【医療法人創起会くまもと森都総合病院 事務部医事総務部門 医事担当 大嶋悠一】
くまもと森都総合病院は熊本市中央区に立地する199床の中規模病院である。1922(大正11)年に逓信省の診療所として発足、後にNTTへ移管し、2011年からは医療法人が経営を引き継いだ。7対1入院基本料を算定する急性期総合病院として、地域医療を支えている。
■前震から本震まで
4月14日木曜日午後9時26分、その時は突然来た。
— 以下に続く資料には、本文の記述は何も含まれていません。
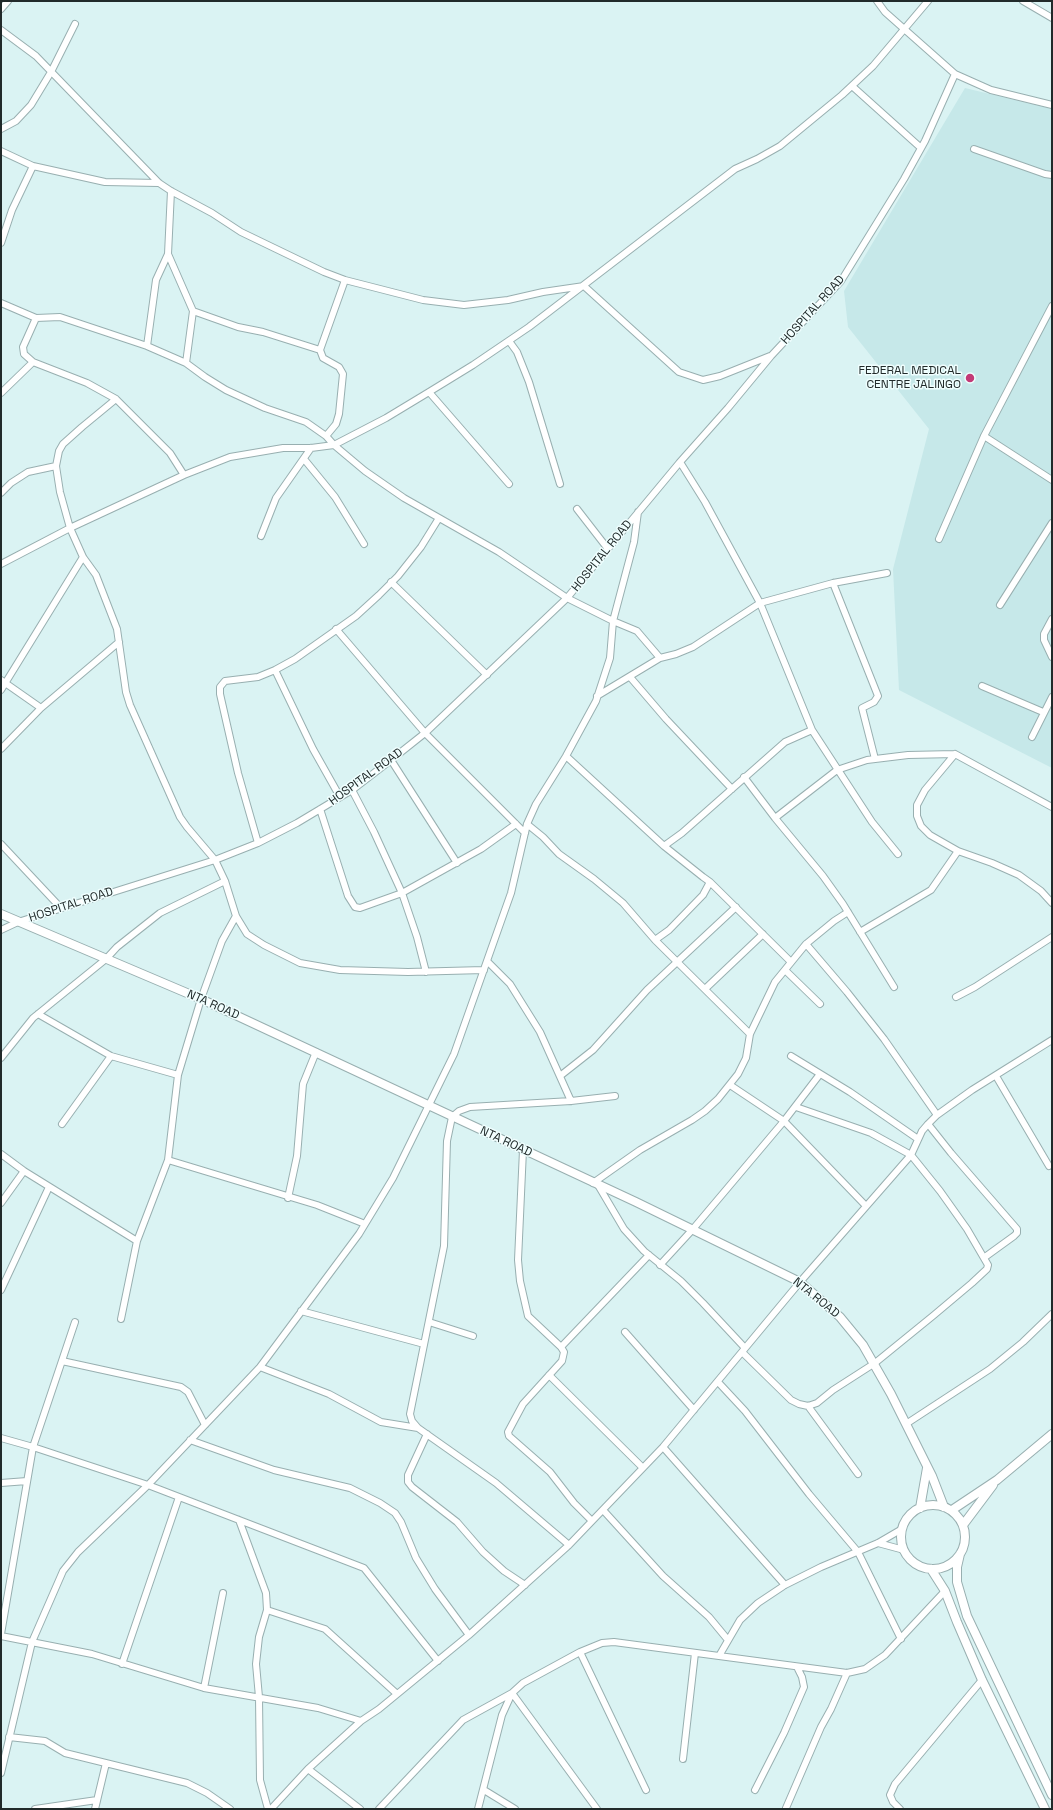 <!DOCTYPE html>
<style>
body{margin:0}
#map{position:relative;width:1053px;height:1810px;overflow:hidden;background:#daf3f3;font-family:"Space Grotesk",sans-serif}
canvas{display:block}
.frame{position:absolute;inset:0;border:2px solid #212a2a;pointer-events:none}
</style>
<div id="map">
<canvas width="1053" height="1810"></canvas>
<div class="frame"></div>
</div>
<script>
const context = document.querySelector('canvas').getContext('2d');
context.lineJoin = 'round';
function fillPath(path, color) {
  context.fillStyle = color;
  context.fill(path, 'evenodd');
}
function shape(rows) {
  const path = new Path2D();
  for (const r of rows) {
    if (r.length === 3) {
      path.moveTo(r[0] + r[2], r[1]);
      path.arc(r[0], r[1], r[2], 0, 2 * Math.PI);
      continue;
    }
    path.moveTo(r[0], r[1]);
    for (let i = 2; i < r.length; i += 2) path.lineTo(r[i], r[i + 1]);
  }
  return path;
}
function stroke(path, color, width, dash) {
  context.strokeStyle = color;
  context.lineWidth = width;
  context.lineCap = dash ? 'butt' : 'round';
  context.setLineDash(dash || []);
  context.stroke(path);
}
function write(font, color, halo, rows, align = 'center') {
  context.font = font + ' "Space Grotesk",sans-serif';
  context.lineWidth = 3;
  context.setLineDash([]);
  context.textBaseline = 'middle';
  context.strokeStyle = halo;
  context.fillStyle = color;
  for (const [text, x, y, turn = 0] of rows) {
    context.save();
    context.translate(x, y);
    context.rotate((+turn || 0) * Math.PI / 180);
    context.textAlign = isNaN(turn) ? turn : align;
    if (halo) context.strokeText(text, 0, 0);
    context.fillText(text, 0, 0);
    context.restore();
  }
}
fillPath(shape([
 [965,88,1052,109,1052,768,899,690,893,569,929,429,848,327,844,291]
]), '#c6e8e9');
const minor = shape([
 [877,1,885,12,955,74],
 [1023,1,1052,18],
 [1,9,8,1],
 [1,30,36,56,159,183,171,191,212,213,241,232,324,272,345,280,423,300,464,305,508,300,543,292,584,286,679,372,703,380,720,376,770,356],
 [852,86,921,148],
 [1,129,16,121,31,105,51,72,75,24],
 [974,149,1045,174,1052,175],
 [1,151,33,166,105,182,159,183],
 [1,243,12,210,33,166],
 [168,254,193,311,186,363],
 [1,303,36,318,60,317,147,346,186,363,205,377,226,390,265,408,306,422,326,436,334,445,365,471,404,498,499,552,567,598,613,621,610,658,596,701,566,756,536,804,527,824,511,893,454,1054,393,1178,359,1234,260,1367,148,1485,78,1552,63,1571,32,1642,1,1773],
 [193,311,238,327,263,332,320,350],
 [36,318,23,347,24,354,33,362,87,383,116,399,170,453,184,475],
 [509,341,517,352,529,382,560,484],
 [147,346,156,280,168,254,171,191],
 [429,392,509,484],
 [1,393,33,362],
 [116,399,82,427,63,444,59,451,56,466,60,492,70,528,83,557,96,575,117,629,126,692,130,705,180,817,187,827,215,860,225,881,236,916,247,934,264,945,300,963,340,970,408,972,484,970],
 [326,436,336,424,339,414,343,374,339,367,323,358,320,350,345,280],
 [984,436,1052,480],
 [304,459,335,497,364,544],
 [680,462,705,502,760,603,812,730,872,822,898,854],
 [1,493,11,483,28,472,56,466],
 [577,509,608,549],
 [638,512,634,542,613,621,637,631,660,658],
 [261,536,276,498,311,448],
 [939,539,984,436,1052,306],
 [1,564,70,528,184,475,230,457,283,448,311,448,334,445,386,418,429,392,473,365,529,327,735,169,757,159,780,146,842,95,873,66,928,1],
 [391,582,487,675],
 [833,583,878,696,874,702,862,708,875,759],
 [1000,605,1052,523],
 [1052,619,1044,634,1044,640,1052,657],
 [336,629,425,733,525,833],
 [275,670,313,749,340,797],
 [630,677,666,719,732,789],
 [1,680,41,708],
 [982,686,1043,712],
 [1,690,83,557],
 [597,696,660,658,676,654,693,647,760,603,833,583,887,573],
 [1032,737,1052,697],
 [1,749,41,708,119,642],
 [955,754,925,790,917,805,917,816,921,826,930,835,958,851,992,863,1019,875,1041,891,1052,903],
 [566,756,664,846,703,877,710,882,791,962],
 [391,760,457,863],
 [744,777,775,818,823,876,843,904,894,987],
 [352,790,374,832,402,893,417,937,426,972],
 [320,809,348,896,355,907,360,908,402,893,481,849,516,824],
 [775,818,837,770,867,760,908,755,955,754,1052,807],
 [527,824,543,837,559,854,594,879,623,903,655,940,750,1034],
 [258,843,238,773,220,694,220,687,225,681,258,677,275,670,295,659,356,616,379,595,398,576,421,547,439,518],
 [1,844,61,908],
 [664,846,682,833,785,742,812,730],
 [1,930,18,922,215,860,258,843,297,823,352,790,391,760,425,733,567,598,680,462,728,408,771,356,841,281,904,179,925,141,955,74,991,90,1052,105],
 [860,932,931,890,958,851],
 [655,940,669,930,703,895,710,882],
 [806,944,834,921,848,912],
 [487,961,510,984,540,1032,571,1101],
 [785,970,820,1004],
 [705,989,763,934],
 [956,997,975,987,1052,937],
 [38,1014,111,1056,178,1075],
 [791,1056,850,1092,918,1139],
 [1,1058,33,1018,106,959,117,947,160,913,225,881],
 [560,1076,593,1050,647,990,736,907],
 [996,1076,1049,1166],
 [730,1085,784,1121,866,1206],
 [62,1124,111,1056],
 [928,1124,951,1153,1017,1229,1017,1233,1014,1236,985,1257],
 [523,1150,518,1260,520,1281,528,1316,561,1347,564,1352,562,1361,523,1404,508,1432,509,1436,550,1472,574,1503,592,1521],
 [1,1154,24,1171,137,1241],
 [168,1160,317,1205,365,1224],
 [593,1183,640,1150,692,1120,705,1111,718,1099,738,1074,746,1058,750,1034,775,982,806,944,847,992,884,1039,937,1115],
 [598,1185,624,1229,644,1251,681,1281,703,1303,745,1348],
 [288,1198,297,1156,303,1084,316,1052],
 [1,1203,24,1171],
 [660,1265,693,1229,784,1121,820,1074],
 [1,1290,49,1187],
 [301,1311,424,1344],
 [121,1319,137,1241,168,1160,178,1075,201,999,222,941,236,916],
 [429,1322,473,1336],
 [625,1332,694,1410],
 [561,1347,649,1255],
 [742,1352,791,1400,799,1404,808,1406,817,1403,833,1390,875,1363,934,1315,972,1283,987,1269,988,1265,967,1229,940,1191,911,1155,871,1133,796,1107],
 [62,1361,181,1387,188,1392,205,1425],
 [260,1367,329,1394,381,1422,418,1428],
 [549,1375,643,1468],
 [718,1382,745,1411,809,1494,858,1552,901,1639],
 [808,1406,858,1474],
 [906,1424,990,1369,1023,1342,1052,1314],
 [427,1434,408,1475,408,1482,412,1487,457,1522,483,1552,504,1571,525,1585],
 [1,1438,33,1447,148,1485,364,1568,438,1661],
 [190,1440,274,1470,350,1488,380,1503,395,1513,401,1522,416,1558,435,1589,469,1635],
 [663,1447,785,1585],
 [1,1483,27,1481],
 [603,1510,663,1576,709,1617,728,1640],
 [239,1520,266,1593,267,1610,259,1637,256,1664,259,1697,260,1780,268,1809],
 [878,1543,904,1550],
 [569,1545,496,1483,418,1428,412,1421,410,1414,444,1246,447,1141,452,1117,459,1111,470,1107,571,1101,615,1096],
 [267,1610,325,1629,397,1694],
 [1,1634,33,1447,75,1322],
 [1,1636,92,1654,204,1688,318,1708,361,1721],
 [580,1652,646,1790],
 [719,1656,847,1673,865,1669,885,1655,945,1591],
 [122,1664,179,1497],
 [204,1688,223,1593],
 [9,1737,45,1741,65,1753,187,1783,207,1793,230,1809],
 [683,1759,695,1653],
 [308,1769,360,1809],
 [484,1790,515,1809],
 [755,1790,784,1733,804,1687,802,1677,797,1667],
 [786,1808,821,1727,831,1709,847,1673],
 [35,1809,97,1800],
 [95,1809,106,1763],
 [271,1809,308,1769,361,1721,379,1709,469,1635,569,1545,663,1447,800,1282,911,1155,922,1131,928,1124,937,1115,972,1090,1052,1040],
 [379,1809,463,1720,512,1693,597,1809],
 [478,1809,502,1715,512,1693,523,1683,580,1652,602,1643,614,1642,719,1656,740,1620,758,1603,785,1585,821,1567,878,1543,902,1529],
 [900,1809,893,1802,890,1795,895,1784,982,1680]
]);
const tertiary = shape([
 [1,914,201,999,636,1202,800,1282,840,1317,863,1345,891,1394,932,1476,944,1507],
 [933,1537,32],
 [920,1508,927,1468],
 [952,1510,997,1480,1052,1434],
 [963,1525,993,1485],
 [960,1554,957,1567,957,1582,967,1616,1052,1795],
 [931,1569,945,1591,957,1622,982,1680,1045,1809]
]);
stroke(minor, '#98afb0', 8);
stroke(tertiary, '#98afb0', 10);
stroke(minor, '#fff', 6);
stroke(tertiary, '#fff', 8);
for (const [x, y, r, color] of [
 [970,378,5,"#c33a77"]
]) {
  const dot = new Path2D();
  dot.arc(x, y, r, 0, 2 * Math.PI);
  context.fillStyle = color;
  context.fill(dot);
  stroke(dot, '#effefe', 1.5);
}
write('12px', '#212a2a', '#effefe', [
 ["HOSPITAL ROAD",813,310,-48],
 ["HOSPITAL ROAD",602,556,-51],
 ["HOSPITAL ROAD",366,777,-36],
 ["HOSPITAL ROAD",71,905,-18],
 ["NTA ROAD",213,1005,24],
 ["NTA ROAD",506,1142,25],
 ["NTA ROAD",816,1298,39]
]);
write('12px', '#212a2a', '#effefe', [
 ["FEDERAL MEDICAL",961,371],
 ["CENTRE JALINGO",961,385]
], 'right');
</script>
熊本県に最大震度7(マグニチュード6.5)の地震が起こった(前震)。
当院の院内規定では、震度5以上の地震が起きた場合、職員は全員集まらなくてはならない。しかし、これが院内でも周知されておらず、すべての職員が集合することはできなかった(規定を知っていた者・自己判断で来院した者が主に集合した)。
集合した職員で分担し、まず院内の危険個所のチェックを行ったが、建物自体に大きな損傷はなく、病棟も問題が見られなかったため、入院患者は病棟にそのまま待機とした。
午後11時、災害後の救急患者が来院することを想定し、1階ロビーをトリアージ用に体制を整え、被災患者の来院を待った。しかし、翌15日金曜日午前2時までの時点で、被災来院患者は1人のみだったので、翌朝までにそれほど多くの患者は来院しないだろうと判断。夜勤者以外はいったん解散し、事務職員も万が一のために数人が病院に残って、緊急時の対応を取るという形とした。
一夜明けた15日はシステム上の問題もなく、通常通りの診療を行うことができた。
しかし、16日土曜日午前1時25分、再び最大震度7(マグニチュード7.3)の地震が起きた(本震)。